:: TASK DATA ::
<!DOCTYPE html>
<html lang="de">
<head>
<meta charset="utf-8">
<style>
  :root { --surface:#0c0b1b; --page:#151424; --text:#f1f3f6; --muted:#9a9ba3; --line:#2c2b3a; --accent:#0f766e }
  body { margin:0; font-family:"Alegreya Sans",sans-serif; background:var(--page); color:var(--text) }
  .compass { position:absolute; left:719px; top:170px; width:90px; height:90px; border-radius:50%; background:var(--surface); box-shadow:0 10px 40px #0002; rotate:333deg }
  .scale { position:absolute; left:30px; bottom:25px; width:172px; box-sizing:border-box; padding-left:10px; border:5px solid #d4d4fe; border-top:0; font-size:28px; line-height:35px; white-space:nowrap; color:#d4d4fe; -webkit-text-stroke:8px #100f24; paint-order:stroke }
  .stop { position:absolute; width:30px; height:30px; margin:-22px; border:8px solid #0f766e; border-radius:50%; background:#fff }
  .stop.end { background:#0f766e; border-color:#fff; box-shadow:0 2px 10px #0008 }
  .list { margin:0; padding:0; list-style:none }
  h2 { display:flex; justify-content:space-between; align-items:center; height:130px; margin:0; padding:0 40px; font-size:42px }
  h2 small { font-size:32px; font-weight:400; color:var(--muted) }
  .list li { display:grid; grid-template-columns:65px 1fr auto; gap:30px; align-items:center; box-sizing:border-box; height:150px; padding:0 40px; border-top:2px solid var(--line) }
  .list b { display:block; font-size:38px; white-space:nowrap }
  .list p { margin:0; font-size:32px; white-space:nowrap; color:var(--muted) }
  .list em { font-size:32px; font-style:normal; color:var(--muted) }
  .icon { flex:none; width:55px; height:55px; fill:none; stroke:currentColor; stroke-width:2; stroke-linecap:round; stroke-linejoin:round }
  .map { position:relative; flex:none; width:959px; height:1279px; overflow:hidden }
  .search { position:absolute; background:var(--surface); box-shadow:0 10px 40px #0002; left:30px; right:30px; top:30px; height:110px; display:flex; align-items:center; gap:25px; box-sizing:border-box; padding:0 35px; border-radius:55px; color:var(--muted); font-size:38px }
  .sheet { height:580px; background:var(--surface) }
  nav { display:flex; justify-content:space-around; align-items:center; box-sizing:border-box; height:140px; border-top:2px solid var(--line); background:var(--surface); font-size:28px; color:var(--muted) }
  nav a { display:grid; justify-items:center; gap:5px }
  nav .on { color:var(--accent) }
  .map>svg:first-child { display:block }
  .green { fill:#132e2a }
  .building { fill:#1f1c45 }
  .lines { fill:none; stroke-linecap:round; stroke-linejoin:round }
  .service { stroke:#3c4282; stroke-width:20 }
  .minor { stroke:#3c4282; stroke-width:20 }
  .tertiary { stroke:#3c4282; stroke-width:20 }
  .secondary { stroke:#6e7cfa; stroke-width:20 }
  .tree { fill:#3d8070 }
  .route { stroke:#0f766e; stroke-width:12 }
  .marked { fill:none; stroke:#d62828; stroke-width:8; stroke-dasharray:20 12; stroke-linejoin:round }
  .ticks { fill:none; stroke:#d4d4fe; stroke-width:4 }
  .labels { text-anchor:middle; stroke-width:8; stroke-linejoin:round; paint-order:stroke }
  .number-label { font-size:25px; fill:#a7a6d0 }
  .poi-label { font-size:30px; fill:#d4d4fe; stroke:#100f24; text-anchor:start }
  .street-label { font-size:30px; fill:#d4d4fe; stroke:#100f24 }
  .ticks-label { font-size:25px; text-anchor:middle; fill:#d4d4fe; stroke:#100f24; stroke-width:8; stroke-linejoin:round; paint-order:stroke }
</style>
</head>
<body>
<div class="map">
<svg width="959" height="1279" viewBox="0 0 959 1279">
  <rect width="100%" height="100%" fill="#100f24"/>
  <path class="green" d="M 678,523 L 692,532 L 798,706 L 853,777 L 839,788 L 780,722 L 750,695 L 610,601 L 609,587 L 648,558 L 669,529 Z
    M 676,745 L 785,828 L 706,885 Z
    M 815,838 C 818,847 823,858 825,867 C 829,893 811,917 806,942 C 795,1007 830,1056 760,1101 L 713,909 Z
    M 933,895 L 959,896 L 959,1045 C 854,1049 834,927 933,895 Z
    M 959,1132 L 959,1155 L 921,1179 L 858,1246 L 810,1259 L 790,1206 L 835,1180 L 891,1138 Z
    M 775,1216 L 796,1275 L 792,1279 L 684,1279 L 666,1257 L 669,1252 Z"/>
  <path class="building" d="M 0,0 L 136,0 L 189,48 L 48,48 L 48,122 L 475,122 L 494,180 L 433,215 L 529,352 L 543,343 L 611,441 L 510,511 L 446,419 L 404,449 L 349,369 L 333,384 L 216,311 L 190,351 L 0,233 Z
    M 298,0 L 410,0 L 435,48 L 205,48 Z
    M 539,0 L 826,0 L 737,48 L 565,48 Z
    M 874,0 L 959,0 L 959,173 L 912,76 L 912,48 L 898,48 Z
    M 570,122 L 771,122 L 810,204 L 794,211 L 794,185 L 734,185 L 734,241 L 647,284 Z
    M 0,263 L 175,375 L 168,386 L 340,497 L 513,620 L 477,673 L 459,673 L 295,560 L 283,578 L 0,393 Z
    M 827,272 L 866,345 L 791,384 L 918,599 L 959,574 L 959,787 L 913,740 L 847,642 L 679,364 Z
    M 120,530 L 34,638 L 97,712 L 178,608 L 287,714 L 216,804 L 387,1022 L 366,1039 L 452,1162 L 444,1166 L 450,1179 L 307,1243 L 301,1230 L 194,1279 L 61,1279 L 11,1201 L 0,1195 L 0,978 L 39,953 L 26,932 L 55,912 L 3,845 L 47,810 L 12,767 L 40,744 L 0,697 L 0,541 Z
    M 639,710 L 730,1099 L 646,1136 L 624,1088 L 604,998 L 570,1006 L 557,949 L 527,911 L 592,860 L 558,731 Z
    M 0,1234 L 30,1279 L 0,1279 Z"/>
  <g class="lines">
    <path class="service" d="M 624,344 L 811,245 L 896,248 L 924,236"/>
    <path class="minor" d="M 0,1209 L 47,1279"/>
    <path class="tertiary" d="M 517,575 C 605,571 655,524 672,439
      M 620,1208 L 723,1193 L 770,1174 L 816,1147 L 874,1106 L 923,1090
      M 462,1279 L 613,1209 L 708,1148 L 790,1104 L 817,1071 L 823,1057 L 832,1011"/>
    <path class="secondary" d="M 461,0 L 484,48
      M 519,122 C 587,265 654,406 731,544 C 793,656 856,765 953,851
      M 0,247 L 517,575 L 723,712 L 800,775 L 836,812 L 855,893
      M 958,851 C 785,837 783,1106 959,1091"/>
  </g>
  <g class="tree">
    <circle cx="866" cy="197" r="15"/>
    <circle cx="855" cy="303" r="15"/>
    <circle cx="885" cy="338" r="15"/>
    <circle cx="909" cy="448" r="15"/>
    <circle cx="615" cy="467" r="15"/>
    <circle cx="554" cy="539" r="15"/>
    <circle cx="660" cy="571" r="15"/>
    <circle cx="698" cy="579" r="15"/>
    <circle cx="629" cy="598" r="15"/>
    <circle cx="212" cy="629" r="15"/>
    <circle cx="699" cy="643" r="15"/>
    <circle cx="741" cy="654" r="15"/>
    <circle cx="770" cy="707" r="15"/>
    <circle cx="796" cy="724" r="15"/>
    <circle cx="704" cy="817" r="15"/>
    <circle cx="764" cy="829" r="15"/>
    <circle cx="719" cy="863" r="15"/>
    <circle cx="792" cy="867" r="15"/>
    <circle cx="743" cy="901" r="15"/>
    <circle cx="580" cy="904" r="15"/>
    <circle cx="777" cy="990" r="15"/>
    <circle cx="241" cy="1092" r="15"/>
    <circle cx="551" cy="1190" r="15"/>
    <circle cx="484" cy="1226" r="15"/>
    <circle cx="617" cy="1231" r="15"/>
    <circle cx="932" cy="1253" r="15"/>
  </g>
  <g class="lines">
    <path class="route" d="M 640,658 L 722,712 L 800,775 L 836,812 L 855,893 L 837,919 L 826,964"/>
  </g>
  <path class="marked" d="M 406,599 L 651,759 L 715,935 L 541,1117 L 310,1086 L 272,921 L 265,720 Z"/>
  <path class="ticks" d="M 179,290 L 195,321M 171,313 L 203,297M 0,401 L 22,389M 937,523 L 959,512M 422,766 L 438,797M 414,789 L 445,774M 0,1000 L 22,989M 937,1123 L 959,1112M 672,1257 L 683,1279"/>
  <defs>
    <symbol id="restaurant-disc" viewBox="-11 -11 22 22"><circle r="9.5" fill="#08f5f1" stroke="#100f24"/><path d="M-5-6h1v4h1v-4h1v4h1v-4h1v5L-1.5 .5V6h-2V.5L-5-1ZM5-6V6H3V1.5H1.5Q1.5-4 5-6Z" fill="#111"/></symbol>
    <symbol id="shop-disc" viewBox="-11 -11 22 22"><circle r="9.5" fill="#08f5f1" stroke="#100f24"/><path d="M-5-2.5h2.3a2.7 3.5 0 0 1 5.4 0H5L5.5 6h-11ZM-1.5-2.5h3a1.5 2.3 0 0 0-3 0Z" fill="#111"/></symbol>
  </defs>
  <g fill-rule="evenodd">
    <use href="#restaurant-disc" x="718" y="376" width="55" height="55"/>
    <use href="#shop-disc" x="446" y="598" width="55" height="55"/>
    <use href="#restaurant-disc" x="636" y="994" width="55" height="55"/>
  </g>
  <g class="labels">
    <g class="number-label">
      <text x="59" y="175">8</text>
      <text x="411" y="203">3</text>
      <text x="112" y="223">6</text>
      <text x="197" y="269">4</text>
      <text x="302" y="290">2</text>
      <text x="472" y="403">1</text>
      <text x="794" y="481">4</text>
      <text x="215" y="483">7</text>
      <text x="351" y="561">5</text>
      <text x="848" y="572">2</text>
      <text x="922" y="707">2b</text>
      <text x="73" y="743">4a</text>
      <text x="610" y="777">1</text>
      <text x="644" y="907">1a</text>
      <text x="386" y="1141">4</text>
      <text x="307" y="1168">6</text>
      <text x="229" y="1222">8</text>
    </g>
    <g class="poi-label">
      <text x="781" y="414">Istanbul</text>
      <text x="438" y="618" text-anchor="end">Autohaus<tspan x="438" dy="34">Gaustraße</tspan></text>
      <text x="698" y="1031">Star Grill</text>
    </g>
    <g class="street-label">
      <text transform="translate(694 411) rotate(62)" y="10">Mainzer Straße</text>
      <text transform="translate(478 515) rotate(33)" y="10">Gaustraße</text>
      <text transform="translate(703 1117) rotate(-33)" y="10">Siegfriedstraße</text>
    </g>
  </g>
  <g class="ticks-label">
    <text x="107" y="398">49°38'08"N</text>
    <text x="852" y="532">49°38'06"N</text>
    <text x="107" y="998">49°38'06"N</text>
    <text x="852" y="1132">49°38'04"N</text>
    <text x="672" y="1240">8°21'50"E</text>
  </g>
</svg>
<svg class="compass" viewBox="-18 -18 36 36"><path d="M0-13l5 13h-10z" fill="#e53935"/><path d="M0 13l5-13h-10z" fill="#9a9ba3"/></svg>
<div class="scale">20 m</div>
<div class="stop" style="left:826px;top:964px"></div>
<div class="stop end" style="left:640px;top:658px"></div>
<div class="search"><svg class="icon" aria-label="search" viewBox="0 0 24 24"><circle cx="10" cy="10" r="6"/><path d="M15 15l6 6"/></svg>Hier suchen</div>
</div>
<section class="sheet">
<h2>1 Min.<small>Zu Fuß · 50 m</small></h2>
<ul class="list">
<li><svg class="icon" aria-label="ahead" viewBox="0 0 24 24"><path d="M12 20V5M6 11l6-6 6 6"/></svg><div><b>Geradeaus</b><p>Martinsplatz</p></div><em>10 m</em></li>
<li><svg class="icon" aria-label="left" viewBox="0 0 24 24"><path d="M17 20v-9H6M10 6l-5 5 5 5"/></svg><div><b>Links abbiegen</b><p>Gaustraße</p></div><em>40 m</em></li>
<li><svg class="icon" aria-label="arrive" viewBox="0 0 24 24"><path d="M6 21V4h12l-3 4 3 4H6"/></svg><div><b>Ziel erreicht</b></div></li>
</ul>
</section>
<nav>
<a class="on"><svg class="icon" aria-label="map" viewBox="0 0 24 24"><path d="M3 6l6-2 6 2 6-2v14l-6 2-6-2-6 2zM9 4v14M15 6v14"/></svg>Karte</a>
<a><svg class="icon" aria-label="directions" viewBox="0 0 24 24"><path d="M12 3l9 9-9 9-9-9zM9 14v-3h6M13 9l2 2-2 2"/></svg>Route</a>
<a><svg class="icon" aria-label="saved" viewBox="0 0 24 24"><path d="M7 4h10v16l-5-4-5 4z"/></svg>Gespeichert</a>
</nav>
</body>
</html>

==

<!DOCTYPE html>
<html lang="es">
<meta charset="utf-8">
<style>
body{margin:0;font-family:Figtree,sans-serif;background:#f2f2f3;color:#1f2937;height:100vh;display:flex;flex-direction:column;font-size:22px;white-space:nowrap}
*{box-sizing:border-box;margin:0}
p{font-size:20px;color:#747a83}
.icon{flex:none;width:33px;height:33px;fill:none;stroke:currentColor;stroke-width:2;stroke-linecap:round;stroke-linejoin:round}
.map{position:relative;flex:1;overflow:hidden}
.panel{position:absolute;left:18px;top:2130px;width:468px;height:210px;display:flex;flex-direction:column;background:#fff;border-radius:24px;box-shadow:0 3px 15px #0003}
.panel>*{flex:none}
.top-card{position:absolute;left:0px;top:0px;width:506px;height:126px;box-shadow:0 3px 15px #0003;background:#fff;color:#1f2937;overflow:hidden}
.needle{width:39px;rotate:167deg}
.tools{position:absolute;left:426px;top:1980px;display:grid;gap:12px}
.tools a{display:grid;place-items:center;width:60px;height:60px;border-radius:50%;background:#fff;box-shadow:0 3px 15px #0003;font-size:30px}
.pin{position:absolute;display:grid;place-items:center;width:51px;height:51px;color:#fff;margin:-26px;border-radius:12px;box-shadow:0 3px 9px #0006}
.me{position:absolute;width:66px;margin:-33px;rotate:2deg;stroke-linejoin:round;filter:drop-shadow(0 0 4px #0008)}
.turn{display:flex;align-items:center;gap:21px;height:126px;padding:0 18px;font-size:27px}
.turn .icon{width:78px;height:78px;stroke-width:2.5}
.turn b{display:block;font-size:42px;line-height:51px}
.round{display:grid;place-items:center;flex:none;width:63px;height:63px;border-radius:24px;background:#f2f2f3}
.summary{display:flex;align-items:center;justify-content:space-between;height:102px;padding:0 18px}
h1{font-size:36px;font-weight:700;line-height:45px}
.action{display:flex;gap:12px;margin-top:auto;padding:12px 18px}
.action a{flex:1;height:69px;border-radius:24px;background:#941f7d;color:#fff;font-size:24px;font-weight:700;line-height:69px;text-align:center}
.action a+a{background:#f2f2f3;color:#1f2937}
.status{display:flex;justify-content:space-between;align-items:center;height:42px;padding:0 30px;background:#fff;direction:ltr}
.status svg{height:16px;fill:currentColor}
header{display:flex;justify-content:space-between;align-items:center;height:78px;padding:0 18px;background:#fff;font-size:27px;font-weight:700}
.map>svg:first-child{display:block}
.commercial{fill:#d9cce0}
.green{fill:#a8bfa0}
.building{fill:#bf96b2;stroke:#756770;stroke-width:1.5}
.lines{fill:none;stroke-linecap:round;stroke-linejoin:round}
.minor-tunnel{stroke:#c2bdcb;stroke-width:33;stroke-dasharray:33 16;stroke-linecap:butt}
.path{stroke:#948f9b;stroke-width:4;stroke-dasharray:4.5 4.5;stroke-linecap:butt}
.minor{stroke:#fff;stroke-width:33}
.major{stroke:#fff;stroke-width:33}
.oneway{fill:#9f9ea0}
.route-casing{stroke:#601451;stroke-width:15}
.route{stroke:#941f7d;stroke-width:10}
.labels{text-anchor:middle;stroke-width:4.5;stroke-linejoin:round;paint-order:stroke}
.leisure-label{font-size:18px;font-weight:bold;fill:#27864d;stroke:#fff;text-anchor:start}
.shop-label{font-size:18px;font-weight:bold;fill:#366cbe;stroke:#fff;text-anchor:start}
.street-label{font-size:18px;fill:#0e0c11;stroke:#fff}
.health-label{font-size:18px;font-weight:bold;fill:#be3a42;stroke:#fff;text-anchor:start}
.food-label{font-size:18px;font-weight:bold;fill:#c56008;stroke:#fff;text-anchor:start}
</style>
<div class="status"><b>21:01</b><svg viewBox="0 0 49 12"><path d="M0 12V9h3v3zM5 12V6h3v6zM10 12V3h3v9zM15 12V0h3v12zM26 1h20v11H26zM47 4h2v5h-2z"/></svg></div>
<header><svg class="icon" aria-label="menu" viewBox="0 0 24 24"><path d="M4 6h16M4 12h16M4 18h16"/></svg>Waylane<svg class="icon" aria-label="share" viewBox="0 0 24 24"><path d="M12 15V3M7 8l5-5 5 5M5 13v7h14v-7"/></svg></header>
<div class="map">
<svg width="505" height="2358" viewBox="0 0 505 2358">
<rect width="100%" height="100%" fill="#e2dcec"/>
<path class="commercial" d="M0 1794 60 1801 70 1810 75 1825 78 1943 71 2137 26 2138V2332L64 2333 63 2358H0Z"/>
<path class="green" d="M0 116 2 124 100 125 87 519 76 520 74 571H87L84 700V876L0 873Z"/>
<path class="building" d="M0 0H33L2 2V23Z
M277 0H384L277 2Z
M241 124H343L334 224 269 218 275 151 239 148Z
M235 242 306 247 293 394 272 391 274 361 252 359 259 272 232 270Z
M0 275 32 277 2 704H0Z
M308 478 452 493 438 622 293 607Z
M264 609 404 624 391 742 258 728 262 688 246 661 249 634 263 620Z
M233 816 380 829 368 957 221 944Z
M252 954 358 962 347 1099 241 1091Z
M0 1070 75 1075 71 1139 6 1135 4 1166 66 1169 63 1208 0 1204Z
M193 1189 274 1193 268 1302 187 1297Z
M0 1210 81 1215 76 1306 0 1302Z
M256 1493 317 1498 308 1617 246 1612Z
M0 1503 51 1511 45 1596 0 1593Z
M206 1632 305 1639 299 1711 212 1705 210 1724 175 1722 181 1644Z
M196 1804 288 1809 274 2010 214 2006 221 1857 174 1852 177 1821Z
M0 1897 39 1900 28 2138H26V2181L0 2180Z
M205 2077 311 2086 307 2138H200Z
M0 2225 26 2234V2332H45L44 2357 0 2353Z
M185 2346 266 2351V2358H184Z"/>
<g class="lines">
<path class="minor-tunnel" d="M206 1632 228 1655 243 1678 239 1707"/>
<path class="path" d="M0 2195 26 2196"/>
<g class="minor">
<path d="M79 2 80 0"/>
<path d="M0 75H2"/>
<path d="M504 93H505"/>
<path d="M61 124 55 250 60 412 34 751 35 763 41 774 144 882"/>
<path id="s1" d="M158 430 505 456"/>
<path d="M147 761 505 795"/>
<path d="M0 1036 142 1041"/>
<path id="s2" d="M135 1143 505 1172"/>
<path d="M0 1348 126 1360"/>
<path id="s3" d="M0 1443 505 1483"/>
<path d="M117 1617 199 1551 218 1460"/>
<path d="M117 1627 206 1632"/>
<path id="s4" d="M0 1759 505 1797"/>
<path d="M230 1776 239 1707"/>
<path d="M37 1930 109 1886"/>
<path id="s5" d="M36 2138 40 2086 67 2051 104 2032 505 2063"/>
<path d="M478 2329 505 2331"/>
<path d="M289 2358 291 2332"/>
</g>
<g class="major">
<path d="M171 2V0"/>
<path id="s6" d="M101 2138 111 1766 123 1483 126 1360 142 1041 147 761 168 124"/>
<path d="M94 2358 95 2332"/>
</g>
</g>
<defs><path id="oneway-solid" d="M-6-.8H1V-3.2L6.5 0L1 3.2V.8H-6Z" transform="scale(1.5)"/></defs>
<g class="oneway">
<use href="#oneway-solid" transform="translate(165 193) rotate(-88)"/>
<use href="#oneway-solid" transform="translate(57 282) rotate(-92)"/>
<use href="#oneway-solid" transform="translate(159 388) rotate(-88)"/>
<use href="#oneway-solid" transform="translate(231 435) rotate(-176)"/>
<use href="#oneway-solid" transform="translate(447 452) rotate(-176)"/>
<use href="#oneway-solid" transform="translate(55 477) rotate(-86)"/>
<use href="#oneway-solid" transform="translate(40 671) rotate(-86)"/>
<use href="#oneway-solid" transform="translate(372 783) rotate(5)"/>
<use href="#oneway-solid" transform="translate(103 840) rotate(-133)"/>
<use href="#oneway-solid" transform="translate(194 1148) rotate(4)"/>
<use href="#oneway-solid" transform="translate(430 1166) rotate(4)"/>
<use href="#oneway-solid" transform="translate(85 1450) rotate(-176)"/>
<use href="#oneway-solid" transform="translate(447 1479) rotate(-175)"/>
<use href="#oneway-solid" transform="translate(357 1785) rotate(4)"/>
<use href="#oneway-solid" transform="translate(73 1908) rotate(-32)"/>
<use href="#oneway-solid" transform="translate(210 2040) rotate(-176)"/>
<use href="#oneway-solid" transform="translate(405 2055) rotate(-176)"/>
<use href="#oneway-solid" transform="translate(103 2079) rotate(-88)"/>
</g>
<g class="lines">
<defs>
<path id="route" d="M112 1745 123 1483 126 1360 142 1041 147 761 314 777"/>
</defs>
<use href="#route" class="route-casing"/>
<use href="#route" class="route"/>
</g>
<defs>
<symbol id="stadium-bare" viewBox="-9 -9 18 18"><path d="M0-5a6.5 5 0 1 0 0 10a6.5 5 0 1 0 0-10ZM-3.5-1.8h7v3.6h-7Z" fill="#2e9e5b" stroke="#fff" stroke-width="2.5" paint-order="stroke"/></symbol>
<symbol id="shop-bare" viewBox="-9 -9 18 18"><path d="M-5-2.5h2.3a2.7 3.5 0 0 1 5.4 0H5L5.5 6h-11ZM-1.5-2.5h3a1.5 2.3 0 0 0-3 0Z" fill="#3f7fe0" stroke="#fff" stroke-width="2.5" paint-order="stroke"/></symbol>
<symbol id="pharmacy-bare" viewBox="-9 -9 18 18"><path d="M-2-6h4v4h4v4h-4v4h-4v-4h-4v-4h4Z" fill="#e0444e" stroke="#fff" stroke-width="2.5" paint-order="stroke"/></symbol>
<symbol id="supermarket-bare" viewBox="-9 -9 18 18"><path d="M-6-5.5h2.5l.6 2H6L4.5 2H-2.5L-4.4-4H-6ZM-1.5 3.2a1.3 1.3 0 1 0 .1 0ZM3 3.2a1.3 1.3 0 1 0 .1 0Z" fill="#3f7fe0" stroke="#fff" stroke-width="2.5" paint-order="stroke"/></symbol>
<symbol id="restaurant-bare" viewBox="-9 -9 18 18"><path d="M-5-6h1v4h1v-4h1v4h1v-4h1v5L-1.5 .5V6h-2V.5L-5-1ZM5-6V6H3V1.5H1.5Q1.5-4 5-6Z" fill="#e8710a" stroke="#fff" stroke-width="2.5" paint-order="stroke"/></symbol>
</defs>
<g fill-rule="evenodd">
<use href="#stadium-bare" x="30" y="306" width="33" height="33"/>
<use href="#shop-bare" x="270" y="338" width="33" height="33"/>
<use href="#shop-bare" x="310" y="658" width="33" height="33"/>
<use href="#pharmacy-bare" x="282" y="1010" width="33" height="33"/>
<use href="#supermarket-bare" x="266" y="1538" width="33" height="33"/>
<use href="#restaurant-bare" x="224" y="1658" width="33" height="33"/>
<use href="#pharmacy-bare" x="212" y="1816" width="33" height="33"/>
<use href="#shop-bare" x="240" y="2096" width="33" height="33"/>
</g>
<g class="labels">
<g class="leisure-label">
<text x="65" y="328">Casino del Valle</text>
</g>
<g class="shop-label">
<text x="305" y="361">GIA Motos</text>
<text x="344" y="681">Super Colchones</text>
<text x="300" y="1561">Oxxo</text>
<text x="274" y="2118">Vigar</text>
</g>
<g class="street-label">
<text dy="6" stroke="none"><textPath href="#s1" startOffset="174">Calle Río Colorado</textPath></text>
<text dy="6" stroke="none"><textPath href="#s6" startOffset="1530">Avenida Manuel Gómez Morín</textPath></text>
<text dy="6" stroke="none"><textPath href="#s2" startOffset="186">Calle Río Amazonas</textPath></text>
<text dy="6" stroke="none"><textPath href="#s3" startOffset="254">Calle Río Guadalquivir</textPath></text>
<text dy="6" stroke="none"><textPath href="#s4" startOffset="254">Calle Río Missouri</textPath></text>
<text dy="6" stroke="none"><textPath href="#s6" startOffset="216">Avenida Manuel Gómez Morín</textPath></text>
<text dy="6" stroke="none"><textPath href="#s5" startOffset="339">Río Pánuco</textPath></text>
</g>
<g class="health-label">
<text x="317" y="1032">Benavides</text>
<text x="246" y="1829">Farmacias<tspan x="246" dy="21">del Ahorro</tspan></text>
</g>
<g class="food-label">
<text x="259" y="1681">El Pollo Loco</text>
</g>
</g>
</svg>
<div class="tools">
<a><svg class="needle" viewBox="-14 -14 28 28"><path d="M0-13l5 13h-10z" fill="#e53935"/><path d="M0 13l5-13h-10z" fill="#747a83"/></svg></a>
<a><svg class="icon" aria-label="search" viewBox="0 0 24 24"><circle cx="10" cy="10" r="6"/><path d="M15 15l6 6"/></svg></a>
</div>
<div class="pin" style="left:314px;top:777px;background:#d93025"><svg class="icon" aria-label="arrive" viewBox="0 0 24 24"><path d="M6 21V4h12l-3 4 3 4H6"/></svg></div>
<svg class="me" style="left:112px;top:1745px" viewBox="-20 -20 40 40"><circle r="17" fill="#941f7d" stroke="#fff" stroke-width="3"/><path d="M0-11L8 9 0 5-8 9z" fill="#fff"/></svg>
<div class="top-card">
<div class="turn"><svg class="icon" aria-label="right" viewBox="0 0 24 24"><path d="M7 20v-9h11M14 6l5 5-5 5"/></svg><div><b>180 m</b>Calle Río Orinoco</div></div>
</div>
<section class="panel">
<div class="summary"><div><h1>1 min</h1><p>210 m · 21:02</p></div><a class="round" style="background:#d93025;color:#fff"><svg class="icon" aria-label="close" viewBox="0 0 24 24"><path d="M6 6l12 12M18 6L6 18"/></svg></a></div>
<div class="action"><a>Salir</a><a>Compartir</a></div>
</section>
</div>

:: EXERCISE ::
Check the listing above for "tools". Show every line where it turns up.

:: TASK RESULT ::
.tools{position:absolute;left:426px;top:1980px;display:grid;gap:12px}
.tools a{display:grid;place-items:center;width:60px;height:60px;border-radius:50%;background:#fff;box-shadow:0 3px 15px #0003;font-size:30px}
<div class="tools">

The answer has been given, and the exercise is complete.